Banking and finance roundup
- High cross-border remittance costs for globally mobile workers slow ascent from poverty, and know-your-customer and money-laundering regulations have made things worse [Money and Banking]
- “The Supreme Court should find ALJs to be ‘officers of the United States’ and thus make them subject to presidential appointment and removal.” [Ilya Shapiro on Cato merits amicus filing in Lucia v. Securities and Exchange Commission]
- “Settlement of Lawyer-Driven ‘Merger Tax’ Litigation Stumbles in New York” [Greg Herbers, WLF]
- “Financial Regulation: The Apotheosis of the Administrative State?” 2017 National Lawyers Convention Federalist Society panel with Richard Epstein, Hal Scott, Peter Wallison, and Arthur Wilmarth, moderated by Judge Carlos Bea;
- With advances in Oregon and even California, deregulation of commercial insurance lines is having a moment [Ray Lehmann, Insurance Journal; Lehmann’s 2017 Insurance Regulation Report Card for R Street Institute] Perennially troubled Massachusetts, on the other hand, continues slide in same survey [Agency Checklists]
- Tech companies have been experimenting with old and lawful device of dual class stock and SEC shouldn’t be allowed to use raised eyebrow power to stop that [Bainbridge, WLF]
Police roundup
- Attitudes on law enforcement now function as culture war rallying point and vehicle of identity politics on both sides [Dara Lind] Good news on officer safety: “Line of duty deaths this year approached a 50-year low” [Ed Krayewski]
- SWAT deployment and police militarization — in rural Western Massachusetts [Seth Kershner, Valley Advocate] Trump still wrong on this issue [Eric Boehm]
- Would it be easier to address America’s high rate of fatal shootings by police if the focus were allowed to slip off race for a moment? [Conor Friedersdorf]
- Neighborhood police checkpoints employed in West Baltimore for several days in November, yet in 2009 DC Circuit, via conservative Judge Sentelle, found them unconstitutional [Colin Campbell and Talia Richman, Baltimore Sun; Elizabeth Janney, Patch]

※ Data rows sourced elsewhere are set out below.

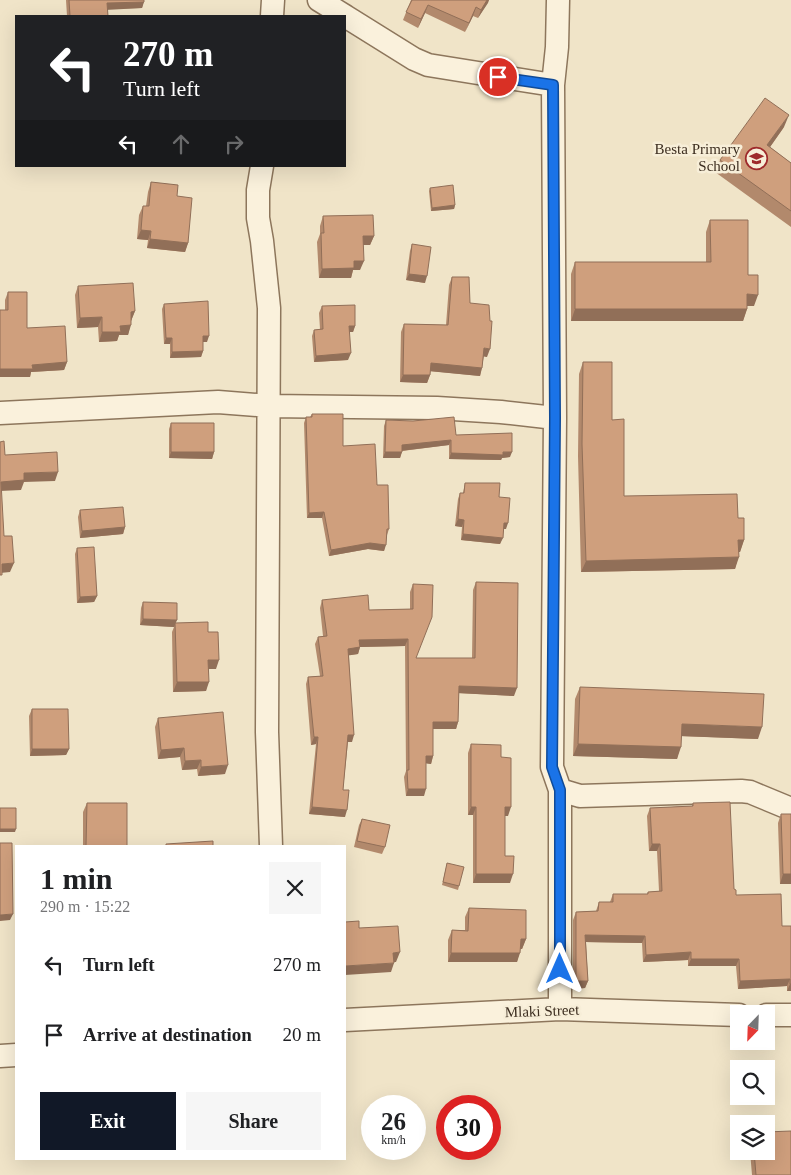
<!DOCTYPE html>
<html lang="en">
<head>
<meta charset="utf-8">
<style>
  body { margin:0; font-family:"Times New Roman",serif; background:#f6f6f6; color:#202124; height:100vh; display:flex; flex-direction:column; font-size:19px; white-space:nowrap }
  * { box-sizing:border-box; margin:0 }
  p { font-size:16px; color:#757577 }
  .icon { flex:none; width:28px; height:28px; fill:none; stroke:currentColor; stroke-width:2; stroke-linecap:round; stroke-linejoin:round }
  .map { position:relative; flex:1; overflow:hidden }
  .panel { position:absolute; left:15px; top:845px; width:331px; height:315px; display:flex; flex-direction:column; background:#fff; border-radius:0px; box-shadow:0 5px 20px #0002 }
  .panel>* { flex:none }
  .guide { position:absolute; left:15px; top:15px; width:331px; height:152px; border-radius:0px; box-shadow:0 5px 20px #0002; background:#202124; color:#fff; overflow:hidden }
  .needle { width:32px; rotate:203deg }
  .buttons { position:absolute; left:730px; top:1005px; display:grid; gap:10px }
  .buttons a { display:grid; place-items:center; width:45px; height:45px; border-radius:0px; background:#fff; box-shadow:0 5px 20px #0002; font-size:25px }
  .speed { position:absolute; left:361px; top:1095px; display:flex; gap:10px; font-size:25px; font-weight:700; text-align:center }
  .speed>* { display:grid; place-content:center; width:65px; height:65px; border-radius:50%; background:#fff; box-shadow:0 5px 20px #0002; line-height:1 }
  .speed small { font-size:12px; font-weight:400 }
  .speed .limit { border:8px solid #d22; background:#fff; color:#111 }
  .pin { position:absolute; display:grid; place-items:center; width:42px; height:42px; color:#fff; margin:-21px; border:2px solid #fff; border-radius:50%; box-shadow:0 1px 5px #0007 }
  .me { position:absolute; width:55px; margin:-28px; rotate:0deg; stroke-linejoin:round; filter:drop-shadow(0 0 4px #0008) }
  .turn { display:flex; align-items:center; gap:18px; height:105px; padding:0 25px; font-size:22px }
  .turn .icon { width:65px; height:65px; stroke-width:2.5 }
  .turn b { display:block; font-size:35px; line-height:42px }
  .lanes { display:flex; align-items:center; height:48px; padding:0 25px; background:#0003; justify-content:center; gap:25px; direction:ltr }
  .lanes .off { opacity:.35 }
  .round { display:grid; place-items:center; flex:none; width:52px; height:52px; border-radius:0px; background:#f6f6f6 }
  .head { display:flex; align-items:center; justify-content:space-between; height:85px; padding:0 25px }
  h1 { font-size:30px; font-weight:700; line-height:38px }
  .action { display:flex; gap:10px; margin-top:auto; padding:10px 25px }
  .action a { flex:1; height:58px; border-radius:0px; background:#111827; color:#fff; font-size:20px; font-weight:700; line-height:58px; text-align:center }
  .action a+a { background:#f6f6f6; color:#202124 }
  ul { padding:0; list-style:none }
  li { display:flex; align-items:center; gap:15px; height:70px; padding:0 25px }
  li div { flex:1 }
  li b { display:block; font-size:19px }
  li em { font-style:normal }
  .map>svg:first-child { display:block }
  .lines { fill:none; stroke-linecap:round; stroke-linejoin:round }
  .minor-casing { stroke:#8d765c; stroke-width:25 }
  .minor { stroke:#faf1dc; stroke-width:22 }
  .wall { fill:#b2896c }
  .shaded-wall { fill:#916f58 }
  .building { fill:#cf9f7d; stroke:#916f58 }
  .route-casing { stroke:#114b97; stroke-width:12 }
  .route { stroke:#1a73e8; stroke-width:9 }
  .labels { text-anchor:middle; stroke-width:5; stroke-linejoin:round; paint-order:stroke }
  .poi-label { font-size:15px; fill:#3d2e20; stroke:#f7eed8; text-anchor:end }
  .street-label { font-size:15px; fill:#3d2e20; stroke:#f7eed8 }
</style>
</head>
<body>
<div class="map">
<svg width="791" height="1175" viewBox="0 0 791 1175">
  <rect width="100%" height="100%" fill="#f0e4c8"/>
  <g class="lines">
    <defs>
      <path id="minor" d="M319,0l26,16
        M558,0l-1,47 -4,38 2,333 -3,349 8,23 20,6 161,-5 9,1 41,17
        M272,16l1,-16
        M345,16l69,43 14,6 125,20
        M262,166l-4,24v28l4,23 7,67 -2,424 4,114
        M0,413l218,-11 51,4 168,2 64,4 54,6
        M560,1009v-219
        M766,1015h25
        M345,1020l215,-11 179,6
        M0,1056l16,-1"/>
    </defs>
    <use href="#minor" class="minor-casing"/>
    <use href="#minor" class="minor"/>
  </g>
  <path class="wall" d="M66,0h78l-2,8 -35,1 1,7h-41z
    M411,0h78l-11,18 -5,-2 -8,16 -40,-19 -7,15 -15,-8z
    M784,127l-14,20 21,16v64l-76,-55 5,-12z
    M151,182l26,14 11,47 -3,9 -38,-4 1,-8 -11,-1 2,-24 4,-9h3l2,-14z
    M430,188l25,17 -1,4 -23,2 -2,-20z
    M323,216l51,20 -4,9h-7l-3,25h-7l-2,8h-32l-2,-36 3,-8v-8z
    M710,220l38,55 6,31h-7v3l-4,12h-172v-47l4,-12h131v-30z
    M412,244l13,39 -19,-3 4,-29z
    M452,277l18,26 17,54 -3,-1 -4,20 -50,-5v4l-3,8 -27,-1 1,-50 3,-8 42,1 3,-40z
    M78,286l57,25 -4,10 -3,14h-9l-2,6 -18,1 -1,-15 -21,1 -2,-33z
    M8,292l19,36 40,34 -3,8 -33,2 -1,5h-30v-67h5v-10z
    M164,304l43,38h-4v9l-2,6 -31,1v-14h-6l-2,-35z
    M322,306l33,20 -2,6h-4l-1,28 -34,2 -2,-26 2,-6 6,-1 -1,-16z
    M583,362l29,58 12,76 114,22 6,22 -4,12h-1l-4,17 -154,3 -3,-116 1,-82z
    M312,414l31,32 34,39 12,44 -2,6 -3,16 -16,-2 -39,7 -7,-38h-15l-3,-95 2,-6h4z
    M386,420l70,15 54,22 -8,1 -1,2 -52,-1v-14l-47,6 -2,7h-17l1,-32z
    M171,423l43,29 -2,7 -43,-1v-29z
    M465,483l34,14 7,32h-2l-4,15 -39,-4 1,-13 -7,-1 3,-27 2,-6h3z
    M80,510l45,17 -2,7 -43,4 -2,-21z
    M77,548l20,48 -3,6 -17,1 -2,-49z
    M476,582l38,114 -55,-3 -1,29 -2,7h-23v27l-2,8 -5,-1 -2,33h-18l-2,-19 2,-6 -1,-125 -45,1 -2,7 -9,1 3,87h-4l-5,48 2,27 -36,-3 7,-70 -5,1 -5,-61 2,-7 12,-1 -5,-32 3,-7 5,-1 -3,-28 2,-8 47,10 41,-1v-17l3,-8 3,74h56l1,-68z
    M143,602l33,21 32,9 8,37h-7l-3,22 -33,1 -1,-60 2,-5 -34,-2 1,-17z
    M580,687l178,52 -76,-3 -5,23 -104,-3 2,-57z
    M32,709l37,40 -3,6 -36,1 -1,-40z
    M158,718l67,56 -27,2 -1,-7 -15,1 -2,-13 -22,2 -3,-32z
    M471,744l30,13 7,59h-3v40l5,27h-37v-68h-5v-62z
    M87,803l40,43h-44v-34z
    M693,803l41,86 2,6 46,31h9v65h-4v-5l-49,3 -2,-23h-48v-6l-45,2 -1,-19 -56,-1 2,39 -3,7 -12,1v-69l3,-8 20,-1 3,-9h11l3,-8h34l1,-2 11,-1 -2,-40h-8l-2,-35 3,-8 42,-2z
    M781,814l10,70h-11l-2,-61z
    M362,819l23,28 -3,7 -28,-7 5,-22z
    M447,863l12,23 -1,4 -16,-5z
    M469,908l57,31 -4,10h-2l-3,13h-69v-22l4,-10h13v-13z
    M750,1151h16l25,24h-39z"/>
  <path class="shaded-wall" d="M487,0h2l-1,3 -10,15 3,-8z
    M144,2l-2,6 -37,2 2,-7z
    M428,5l-3,8 -7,15 3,-9z
    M476,7l-3,9 -8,16 4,-9z
    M789,115l-5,12 -21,30 4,-12z
    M455,205l-1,4 -23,2 1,-3z
    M141,230l10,1 -3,9 -11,-1z
    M363,236h11l-4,9h-11z
    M150,239l38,4 -3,9 -38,-4z
    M354,261h10l-4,9h-7l-2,8h-32l3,-9z
    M409,274l18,2 -2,7 -19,-3z
    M747,294l11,1 -4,11h-11z
    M575,309h172l-4,12h-172z
    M135,311l-4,10v-9z
    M102,317l-4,10 -21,1 3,-10z
    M131,325l-3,10h-9l-2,6 -18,1 3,-10 18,-6z
    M349,326h6l-2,6h-6z
    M203,336h6l-2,6h-7z
    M166,338h6l-2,6h-6z
    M484,348l6,1 -3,8 -6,-1z
    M203,351l-2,6 -31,1 2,-6z
    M351,353l-3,7 -34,2 2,-6z
    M67,362l-3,8 -33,2 -1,5h-30v-8l32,-4z
    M431,363l51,5 -2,8 -52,-5z
    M403,375h27l-3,8 -27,-1z
    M451,440l-2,5 -49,6 2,-6z
    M171,452h43l-2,7 -43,-1z
    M385,452h17l-2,6h-17z
    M512,452l-2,5 -8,1 -1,2 -52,-1 2,-6z
    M58,472l-3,9 -31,1 -3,8 -21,1 1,-9 23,-9z
    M324,512l-2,6h-15l2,-5z
    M458,519l6,1 -2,7 -7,-1z
    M504,523h4l-2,6h-4z
    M125,527l-2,7 -43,4 2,-7z
    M463,534l40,4 -3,6 -39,-4z
    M738,540h6l-4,12h-6z
    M370,543l16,2 -2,6 -16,-2 -39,7 2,-6z
    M739,557l-4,12 -154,3 5,-11z
    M14,563l-4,9 -10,1 2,-9z
    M97,596l-3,6 -17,1 3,-6z
    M143,619l34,1 -3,7 -34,-2z
    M408,639l-3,7 -45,1 -2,7 -13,2 3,-7 11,-9z
    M208,660h11l-3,9h-11z
    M177,682h32l-3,9 -33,1z
    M459,686l58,2 -3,8 -58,-3z
    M433,722h25l-2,7h-26z
    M682,724l80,3 -4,12 -80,-3z
    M348,735h6l-2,7h-6z
    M314,737h4l-2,7 -5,1z
    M578,744l103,3 -4,12 -104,-3z
    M184,748l-4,9 -22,2 3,-9z
    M32,749h37l-3,6 -36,1z
    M426,756h7l-2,8 -8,-1z
    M201,760l-4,9 -15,1 3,-9z
    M228,765l-3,9 -27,2 3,-9z
    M408,789h18l-2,7h-18z
    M312,807l35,3 -2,7 -36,-3z
    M471,807h5l-3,8h-5z
    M505,807h6l-3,9h-6z
    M0,829h16l-1,3h-15z
    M652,844h8l-3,7h-8z
    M476,874h37l-3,9h-37z
    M783,874h8v10h-11z
    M13,914l-3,6 -10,1v-6z
    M585,935l60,1 -3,7 -59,-1z
    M521,939h5l-4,10 -5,-1z
    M400,952l-4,10h-6l3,-9z
    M691,952l-3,8 -45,2 3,-7z
    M451,953h69l-3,9h-69z
    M691,959h48l-3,7h-48z
    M394,963l-3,9 -46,3v-9z
    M790,979l-3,7 -49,3 2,-8z
    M576,981h12l-3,7 -12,1z
    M790,984h1v7h-4z"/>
  <path class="building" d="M69,0h75v2l-37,1 1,13h-38z
    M412,0h75l-6,10 -5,-3 -7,16 -41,-18 -7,14 -15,-7z
    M765,98l24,17 -22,30 24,18v48l-71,-51z
    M151,182l27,3 -1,11 15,2 -4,45 -38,-4 1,-8 -10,-1 2,-24h6z
    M453,185l2,20 -23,3 -2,-20z
    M373,215l1,21h-11l1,25h-10v7l-32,1 -1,-36h3l-1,-17z
    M710,220h38v55h10v20l-11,-1v15h-172v-47h136z
    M412,244l19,3 -4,29 -18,-2z
    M452,277h17l1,26 19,2 1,16h2l-2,28 -6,-1 -2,20 -51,-5 -1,12h-27l1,-51 44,1z
    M133,283l2,28 -4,1v13l-11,1 1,6h-19v-15l-22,1 -2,-32z
    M8,292h19v36l38,-2 2,36 -35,3 1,4h-33v-59h8z
    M208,301l1,35h-6v15l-31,1v-14h-6l-2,-34z
    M355,305v21h-6l2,27 -35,3 -2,-26 9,-1 -1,-23z
    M583,362h29v58l12,-1v77l113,-2 1,24h6v22h-6l1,17 -153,4 -4,-117z
    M312,414h31v32l32,-2 2,41h11l1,44h-2l-1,16 -16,-2 -39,7 -7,-38 -15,1 -3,-96h6z
    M454,417l2,18 56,-2v19h-9v3l-52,-2v-13l-49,5v7h-17l1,-32 27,1z
    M171,423h43v29h-43z
    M4,441l1,14 52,-3 1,20 -34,1v7l-23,2 3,54h8l2,27 -12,1v11h-2v-133z
    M465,483h35l-1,14 11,1 -2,25h-4l-1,15 -40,-4 1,-14 -6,-1 2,-26h4z
    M123,507l2,20 -43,4 -2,-21z
    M94,547l3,49 -17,1 -3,-49z
    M476,582l42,1 -1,105 -58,-2 -1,36h-25v34h-7v33h-18l-1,-19h2l-1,-131 -49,1 1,7 -12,2 6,86h-6l-5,55h6l-2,20 -35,-3 6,-70h-4l-6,-60 15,-1 -5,-39 9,-1 -5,-36 46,-5 1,15 44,-1v-25l20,1 -1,32 -16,41h59z
    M143,602l34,1v17l-34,-1z
    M208,622v10h10l1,28h-11l1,22h-32l-2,-59z
    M580,687l184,7 -2,33 -80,-3 -1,23 -103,-3z
    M32,709h36l1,40h-37z
    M223,712l5,53 -27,2v-7l-16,1 -1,-13 -23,2 -3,-32z
    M471,744l30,1v12l10,1v49h-6v49h9l-1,18h-37v-67h-5z
    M730,802l4,87 2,1v5l45,-1 1,32h9v58h-1v-5l-50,2 -1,-22h-48v-7l-45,3 -1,-19 -60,-1 3,46h-12v-69l22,-1 1,-9h14v-8h35v-2l14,-1 -2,-47h-8l-2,-36 43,-2v-3z
    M87,803h40v43h-41z
    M0,808h16v21h-16z
    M781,814h10v60h-8z
    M362,819l28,6 -5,22 -28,-6z
    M213,841v5h-47v-2z
    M0,843h12l1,71 -13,1z
    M447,863l17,4 -5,19 -16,-4z
    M469,908l57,2v29h-5l-1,14h-69l1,-23 16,1z
    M359,921v7l39,-2 2,26 -7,1 1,10 -49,3v-44z
    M791,1131v44h-35l-2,-24h12v-19z"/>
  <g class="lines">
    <defs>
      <path id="route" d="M498,77l55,8 2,333 -3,349 8,23v179"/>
    </defs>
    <use href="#route" class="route-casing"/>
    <use href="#route" class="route"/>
  </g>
  <defs>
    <symbol id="school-ring" viewBox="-11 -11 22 22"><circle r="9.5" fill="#f7eed8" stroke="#9e2a2b" stroke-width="1.5"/><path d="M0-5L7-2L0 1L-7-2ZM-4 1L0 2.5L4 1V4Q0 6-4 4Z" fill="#9e2a2b"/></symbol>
  </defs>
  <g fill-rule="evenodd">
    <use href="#school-ring" x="744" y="146" width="25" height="25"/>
  </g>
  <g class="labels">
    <g class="poi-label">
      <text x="740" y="154">Besta Primary<tspan x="740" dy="17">School</tspan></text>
    </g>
    <g class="street-label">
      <text transform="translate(542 1011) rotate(-2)" y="5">Mlaki Street</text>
    </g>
  </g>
</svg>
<div class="buttons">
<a><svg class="needle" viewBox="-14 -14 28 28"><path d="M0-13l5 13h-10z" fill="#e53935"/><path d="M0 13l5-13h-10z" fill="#757577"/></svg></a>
<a><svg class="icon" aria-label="search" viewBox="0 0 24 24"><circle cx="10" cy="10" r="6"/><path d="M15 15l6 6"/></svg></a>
<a><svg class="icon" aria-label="layers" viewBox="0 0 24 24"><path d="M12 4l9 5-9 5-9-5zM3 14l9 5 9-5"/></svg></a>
</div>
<div class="speed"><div>26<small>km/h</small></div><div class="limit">30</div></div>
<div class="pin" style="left:498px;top:77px;background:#d93025"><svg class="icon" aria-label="arrive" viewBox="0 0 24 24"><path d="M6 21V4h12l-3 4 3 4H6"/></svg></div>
<svg class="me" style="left:560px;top:969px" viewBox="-20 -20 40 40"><path d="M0-17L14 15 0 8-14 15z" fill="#1a73e8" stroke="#fff" stroke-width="4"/></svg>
<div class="guide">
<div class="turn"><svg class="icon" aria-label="left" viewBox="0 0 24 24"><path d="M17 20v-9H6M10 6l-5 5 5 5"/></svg><div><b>270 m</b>Turn left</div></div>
<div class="lanes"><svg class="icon" aria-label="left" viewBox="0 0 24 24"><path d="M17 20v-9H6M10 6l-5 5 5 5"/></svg><svg class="icon off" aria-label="ahead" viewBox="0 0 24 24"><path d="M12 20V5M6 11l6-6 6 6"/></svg><svg class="icon off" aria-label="right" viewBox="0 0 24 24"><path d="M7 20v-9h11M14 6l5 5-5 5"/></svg></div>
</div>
<section class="panel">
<div class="head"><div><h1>1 min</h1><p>290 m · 15:22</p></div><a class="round"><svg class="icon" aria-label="close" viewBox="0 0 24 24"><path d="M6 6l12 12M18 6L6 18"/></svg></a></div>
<ul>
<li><svg class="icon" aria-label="left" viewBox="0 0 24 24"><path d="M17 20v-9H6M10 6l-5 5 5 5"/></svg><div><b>Turn left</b></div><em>270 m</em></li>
<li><svg class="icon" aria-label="arrive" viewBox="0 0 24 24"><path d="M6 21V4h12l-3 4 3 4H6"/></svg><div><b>Arrive at destination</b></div><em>20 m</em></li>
</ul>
<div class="action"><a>Exit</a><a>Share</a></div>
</section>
</div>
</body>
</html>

- What should be done to address rising crime rates? Federalist Society convention panel video with Dr. John S. Baker, Jr., Heather Childs, Adam Gelb, Hon. Michael Mukasey, George J. Terwilliger III, moderated by Hon. David Stras;
- In Collins v. Virginia, Supreme Court has opportunity to reaffirm that home is truly castle against police search [Cato Daily Podcast with Jay Schweikert and Caleb Brown]
A Canadian hair-analysis lab and its fateful findings
“Motherisk, a once-respected lab inside [Canada’s premier] Hospital for Sick Children, performed tests for more than 100 child welfare providers in five provinces, an investigation reveals.” The lab performed hair-strand drug and alcohol tests “on at least 25,000 people across Canada. The tests were discredited, but not before they were used in at least eight criminal cases and thousands of child protection cases. Now, many of those cases are under review.” While many of the cases drew on evidence other than the hair tests, false positives for drug or alcohol abuse could be a factor in temporary or permanent removal of children from parents [Toronto Star]
In British Columbia, a mother is desperate to convince the children she lost years ago that she didn’t choose drugs over them.
In Nova Scotia, a 7-year-old girl prays for her brother, who was adopted into another family.
And in Ontario, a mother whose daughters were taken shortly after they were born is waiting for a reunion that may never come.
More on questionable crime labs: Radley Balko on a new Massachusetts scandal (not the big previous one); John Oliver.